> **Task directions**
Below are the entries. Set down exactly the line containing "II F</p></div><em>80 m</em></li>" and each line after it.

> **Exercise materials**
• • • • •

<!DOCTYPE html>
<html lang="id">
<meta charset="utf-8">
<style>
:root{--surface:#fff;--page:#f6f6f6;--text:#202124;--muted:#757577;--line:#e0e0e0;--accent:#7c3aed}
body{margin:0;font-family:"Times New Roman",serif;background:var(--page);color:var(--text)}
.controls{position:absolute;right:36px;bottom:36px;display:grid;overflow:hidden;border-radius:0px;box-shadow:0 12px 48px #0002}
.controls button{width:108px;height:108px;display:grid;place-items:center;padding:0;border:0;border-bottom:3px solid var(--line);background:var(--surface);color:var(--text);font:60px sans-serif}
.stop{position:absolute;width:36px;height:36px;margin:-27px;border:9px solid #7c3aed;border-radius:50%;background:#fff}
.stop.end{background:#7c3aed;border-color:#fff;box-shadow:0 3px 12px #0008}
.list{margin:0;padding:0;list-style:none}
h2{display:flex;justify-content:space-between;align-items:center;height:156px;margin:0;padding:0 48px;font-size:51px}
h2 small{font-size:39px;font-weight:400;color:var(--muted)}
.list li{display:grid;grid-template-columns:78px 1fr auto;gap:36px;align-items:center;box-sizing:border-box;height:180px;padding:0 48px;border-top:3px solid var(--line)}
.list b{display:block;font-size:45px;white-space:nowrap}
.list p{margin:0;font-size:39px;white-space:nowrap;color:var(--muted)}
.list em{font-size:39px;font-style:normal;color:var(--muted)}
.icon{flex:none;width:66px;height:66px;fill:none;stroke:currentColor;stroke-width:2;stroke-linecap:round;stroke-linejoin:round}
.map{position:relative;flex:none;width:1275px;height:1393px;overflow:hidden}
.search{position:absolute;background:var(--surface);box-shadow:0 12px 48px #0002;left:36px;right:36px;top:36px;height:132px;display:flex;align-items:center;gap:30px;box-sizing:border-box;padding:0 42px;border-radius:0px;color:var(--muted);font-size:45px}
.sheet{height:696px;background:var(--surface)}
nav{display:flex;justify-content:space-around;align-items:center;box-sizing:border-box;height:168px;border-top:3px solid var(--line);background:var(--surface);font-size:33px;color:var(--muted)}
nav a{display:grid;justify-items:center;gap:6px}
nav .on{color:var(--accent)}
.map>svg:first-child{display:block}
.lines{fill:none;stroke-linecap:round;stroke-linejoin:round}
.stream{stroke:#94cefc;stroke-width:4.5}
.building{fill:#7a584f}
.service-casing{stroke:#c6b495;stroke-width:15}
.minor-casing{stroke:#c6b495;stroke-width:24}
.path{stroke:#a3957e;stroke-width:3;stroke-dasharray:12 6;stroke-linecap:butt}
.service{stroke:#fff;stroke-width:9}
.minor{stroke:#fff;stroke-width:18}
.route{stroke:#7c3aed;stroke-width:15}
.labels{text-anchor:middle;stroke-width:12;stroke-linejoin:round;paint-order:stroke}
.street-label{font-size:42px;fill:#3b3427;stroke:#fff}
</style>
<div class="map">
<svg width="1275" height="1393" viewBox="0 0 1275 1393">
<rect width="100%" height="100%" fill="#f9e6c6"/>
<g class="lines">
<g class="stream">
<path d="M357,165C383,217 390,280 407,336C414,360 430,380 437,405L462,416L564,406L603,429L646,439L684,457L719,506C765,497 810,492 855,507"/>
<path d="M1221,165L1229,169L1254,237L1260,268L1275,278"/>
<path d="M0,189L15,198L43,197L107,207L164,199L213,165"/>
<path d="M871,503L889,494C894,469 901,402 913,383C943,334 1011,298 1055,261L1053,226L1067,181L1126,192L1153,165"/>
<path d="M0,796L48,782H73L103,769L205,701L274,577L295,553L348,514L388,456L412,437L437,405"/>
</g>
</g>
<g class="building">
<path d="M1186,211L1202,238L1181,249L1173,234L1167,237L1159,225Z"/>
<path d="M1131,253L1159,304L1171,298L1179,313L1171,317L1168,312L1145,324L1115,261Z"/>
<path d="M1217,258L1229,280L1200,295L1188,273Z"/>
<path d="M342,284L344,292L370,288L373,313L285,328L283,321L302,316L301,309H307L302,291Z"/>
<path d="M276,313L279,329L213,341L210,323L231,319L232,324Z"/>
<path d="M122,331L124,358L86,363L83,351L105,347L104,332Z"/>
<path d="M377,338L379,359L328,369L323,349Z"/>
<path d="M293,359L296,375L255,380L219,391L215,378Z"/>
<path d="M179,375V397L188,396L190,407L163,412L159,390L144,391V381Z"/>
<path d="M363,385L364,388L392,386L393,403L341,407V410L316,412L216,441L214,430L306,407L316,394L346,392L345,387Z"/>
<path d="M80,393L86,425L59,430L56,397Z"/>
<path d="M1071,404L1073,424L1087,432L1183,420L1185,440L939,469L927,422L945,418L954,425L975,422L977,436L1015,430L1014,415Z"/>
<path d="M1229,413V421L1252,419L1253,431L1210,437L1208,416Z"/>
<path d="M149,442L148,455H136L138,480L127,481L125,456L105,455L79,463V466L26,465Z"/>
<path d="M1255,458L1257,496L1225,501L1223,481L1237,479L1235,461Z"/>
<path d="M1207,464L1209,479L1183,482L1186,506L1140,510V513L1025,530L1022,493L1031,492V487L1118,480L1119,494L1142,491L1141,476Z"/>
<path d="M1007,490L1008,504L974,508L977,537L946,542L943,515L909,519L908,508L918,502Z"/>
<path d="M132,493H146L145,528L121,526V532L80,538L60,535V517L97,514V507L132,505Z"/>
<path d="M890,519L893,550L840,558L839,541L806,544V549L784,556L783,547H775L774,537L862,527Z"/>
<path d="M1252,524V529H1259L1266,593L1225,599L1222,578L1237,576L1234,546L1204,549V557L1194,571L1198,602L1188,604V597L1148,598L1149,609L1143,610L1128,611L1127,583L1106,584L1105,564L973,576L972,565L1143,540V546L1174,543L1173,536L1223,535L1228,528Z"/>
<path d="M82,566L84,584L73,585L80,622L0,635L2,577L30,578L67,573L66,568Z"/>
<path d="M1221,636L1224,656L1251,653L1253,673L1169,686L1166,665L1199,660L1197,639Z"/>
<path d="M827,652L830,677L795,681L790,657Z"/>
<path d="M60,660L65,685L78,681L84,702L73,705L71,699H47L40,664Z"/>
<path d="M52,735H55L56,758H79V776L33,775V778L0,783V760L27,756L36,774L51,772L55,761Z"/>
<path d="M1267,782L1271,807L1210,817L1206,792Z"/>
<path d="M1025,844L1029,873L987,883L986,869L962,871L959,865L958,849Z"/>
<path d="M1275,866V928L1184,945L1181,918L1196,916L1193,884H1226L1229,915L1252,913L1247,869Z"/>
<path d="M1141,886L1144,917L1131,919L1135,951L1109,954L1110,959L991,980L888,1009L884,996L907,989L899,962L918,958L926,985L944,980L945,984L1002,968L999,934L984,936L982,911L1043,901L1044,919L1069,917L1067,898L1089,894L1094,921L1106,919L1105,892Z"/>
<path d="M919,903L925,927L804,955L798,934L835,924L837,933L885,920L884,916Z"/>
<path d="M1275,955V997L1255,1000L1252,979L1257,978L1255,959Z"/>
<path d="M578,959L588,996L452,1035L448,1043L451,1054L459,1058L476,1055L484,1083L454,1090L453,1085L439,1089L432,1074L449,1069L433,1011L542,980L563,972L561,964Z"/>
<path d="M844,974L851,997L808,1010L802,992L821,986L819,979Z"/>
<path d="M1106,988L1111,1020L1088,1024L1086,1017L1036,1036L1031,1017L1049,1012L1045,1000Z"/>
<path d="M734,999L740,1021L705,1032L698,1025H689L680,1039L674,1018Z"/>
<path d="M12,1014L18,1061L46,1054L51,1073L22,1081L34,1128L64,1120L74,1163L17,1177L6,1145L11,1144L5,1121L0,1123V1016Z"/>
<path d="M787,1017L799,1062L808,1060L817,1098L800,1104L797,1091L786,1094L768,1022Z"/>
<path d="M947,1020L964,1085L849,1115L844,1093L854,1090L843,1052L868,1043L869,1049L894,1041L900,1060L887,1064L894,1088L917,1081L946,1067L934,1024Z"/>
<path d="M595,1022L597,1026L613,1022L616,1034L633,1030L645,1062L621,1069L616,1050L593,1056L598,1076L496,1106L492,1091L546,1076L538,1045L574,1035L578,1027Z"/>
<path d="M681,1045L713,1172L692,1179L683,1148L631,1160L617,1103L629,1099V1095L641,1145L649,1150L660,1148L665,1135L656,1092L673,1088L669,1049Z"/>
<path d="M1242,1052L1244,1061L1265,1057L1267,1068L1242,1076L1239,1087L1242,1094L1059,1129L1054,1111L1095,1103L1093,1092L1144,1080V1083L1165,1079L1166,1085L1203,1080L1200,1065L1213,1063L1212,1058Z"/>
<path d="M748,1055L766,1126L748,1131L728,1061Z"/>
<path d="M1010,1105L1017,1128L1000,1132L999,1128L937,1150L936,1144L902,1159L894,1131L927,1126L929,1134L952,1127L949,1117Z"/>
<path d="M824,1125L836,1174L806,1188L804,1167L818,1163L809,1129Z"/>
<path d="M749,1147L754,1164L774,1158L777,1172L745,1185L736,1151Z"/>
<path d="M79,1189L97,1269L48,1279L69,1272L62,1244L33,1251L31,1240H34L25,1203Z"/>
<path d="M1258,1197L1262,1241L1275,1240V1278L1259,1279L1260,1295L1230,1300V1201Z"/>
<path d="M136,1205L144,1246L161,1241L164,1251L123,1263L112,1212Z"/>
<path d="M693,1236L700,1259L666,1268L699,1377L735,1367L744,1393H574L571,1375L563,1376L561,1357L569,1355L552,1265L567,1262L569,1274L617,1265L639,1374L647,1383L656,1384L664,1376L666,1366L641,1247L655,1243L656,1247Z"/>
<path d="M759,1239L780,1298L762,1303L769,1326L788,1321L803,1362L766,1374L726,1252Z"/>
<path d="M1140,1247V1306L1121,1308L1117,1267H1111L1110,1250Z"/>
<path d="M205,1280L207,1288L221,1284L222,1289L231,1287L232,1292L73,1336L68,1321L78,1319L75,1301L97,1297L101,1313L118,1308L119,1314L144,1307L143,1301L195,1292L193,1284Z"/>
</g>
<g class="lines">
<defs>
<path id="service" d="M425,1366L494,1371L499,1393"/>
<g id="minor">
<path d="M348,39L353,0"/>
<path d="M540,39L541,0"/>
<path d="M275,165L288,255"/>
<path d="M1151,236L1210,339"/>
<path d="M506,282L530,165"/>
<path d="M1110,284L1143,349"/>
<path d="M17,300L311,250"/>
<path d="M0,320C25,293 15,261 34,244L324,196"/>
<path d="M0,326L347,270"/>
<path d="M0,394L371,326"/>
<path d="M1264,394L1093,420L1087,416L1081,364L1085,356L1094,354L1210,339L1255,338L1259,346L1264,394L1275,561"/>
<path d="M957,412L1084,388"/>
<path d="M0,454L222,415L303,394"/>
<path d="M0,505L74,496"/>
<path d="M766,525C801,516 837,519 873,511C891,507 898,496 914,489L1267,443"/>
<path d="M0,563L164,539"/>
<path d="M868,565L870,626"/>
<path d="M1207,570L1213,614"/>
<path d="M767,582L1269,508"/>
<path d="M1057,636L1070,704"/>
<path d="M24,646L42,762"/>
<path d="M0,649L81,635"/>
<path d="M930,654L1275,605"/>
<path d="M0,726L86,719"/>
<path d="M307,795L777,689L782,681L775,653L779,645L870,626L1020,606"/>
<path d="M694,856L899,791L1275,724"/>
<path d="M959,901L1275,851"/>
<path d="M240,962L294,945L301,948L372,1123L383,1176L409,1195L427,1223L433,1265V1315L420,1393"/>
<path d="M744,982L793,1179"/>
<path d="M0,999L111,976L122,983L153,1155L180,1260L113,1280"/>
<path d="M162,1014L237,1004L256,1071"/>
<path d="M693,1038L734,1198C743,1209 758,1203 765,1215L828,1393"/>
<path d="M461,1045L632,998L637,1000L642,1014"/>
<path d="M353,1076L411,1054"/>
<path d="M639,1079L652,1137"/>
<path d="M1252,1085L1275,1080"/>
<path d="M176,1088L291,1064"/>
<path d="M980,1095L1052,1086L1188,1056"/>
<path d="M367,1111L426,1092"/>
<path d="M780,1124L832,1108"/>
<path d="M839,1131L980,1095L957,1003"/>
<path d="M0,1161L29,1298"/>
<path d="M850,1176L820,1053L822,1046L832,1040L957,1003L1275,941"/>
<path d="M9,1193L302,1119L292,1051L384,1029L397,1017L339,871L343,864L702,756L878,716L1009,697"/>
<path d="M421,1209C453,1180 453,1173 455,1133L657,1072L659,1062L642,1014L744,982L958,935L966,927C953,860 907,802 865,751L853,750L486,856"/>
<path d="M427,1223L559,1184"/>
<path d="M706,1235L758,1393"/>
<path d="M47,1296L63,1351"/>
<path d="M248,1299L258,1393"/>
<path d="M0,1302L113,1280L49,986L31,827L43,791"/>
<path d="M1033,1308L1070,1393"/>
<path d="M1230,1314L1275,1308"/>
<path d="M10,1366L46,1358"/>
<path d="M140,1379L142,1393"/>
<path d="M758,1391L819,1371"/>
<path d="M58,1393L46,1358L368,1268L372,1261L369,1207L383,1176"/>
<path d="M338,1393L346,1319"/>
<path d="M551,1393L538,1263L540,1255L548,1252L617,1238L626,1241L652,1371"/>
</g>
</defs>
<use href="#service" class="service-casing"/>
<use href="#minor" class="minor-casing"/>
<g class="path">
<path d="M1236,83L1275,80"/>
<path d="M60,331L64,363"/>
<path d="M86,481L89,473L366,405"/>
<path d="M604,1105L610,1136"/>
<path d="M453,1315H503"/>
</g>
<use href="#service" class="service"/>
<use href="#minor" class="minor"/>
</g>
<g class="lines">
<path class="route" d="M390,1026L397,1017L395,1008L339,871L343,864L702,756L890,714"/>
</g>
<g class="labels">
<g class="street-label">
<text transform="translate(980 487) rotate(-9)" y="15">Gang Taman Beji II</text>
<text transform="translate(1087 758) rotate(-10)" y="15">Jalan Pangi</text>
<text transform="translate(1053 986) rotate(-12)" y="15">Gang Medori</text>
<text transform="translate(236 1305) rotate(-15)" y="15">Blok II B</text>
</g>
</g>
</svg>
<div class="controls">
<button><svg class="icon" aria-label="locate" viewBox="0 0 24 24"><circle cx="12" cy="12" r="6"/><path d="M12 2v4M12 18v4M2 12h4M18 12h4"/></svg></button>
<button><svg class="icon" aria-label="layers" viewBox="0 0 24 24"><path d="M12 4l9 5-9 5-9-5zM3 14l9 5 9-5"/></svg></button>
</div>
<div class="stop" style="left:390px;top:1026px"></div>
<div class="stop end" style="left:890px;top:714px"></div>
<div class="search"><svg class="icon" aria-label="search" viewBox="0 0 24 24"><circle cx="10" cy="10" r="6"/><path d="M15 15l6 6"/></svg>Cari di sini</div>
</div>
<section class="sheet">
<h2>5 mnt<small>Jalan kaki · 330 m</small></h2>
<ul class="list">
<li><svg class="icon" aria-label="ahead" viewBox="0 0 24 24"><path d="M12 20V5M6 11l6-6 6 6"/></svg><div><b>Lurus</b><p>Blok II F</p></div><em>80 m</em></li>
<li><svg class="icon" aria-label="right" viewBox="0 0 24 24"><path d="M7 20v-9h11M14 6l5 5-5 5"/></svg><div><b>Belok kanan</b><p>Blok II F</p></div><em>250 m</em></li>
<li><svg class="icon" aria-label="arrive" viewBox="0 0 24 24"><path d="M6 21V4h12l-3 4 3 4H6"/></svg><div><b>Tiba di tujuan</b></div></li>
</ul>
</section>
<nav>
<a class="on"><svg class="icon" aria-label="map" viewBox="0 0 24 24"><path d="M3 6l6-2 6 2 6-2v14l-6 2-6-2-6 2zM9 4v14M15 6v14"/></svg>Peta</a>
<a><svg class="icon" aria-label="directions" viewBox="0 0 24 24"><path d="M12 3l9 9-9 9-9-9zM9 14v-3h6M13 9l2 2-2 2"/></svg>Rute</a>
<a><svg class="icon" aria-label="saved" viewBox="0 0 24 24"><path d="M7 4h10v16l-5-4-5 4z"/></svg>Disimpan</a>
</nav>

• • • • •

> **Written solution**
<li><svg class="icon" aria-label="ahead" viewBox="0 0 24 24"><path d="M12 20V5M6 11l6-6 6 6"/></svg><div><b>Lurus</b><p>Blok II F</p></div><em>80 m</em></li>
<li><svg class="icon" aria-label="right" viewBox="0 0 24 24"><path d="M7 20v-9h11M14 6l5 5-5 5"/></svg><div><b>Belok kanan</b><p>Blok II F</p></div><em>250 m</em></li>
<li><svg class="icon" aria-label="arrive" viewBox="0 0 24 24"><path d="M6 21V4h12l-3 4 3 4H6"/></svg><div><b>Tiba di tujuan</b></div></li>
</ul>
</section>
<nav>
<a class="on"><svg class="icon" aria-label="map" viewBox="0 0 24 24"><path d="M3 6l6-2 6 2 6-2v14l-6 2-6-2-6 2zM9 4v14M15 6v14"/></svg>Peta</a>
<a><svg class="icon" aria-label="directions" viewBox="0 0 24 24"><path d="M12 3l9 9-9 9-9-9zM9 14v-3h6M13 9l2 2-2 2"/></svg>Rute</a>
<a><svg class="icon" aria-label="saved" viewBox="0 0 24 24"><path d="M7 4h10v16l-5-4-5 4z"/></svg>Disimpan</a>
</nav>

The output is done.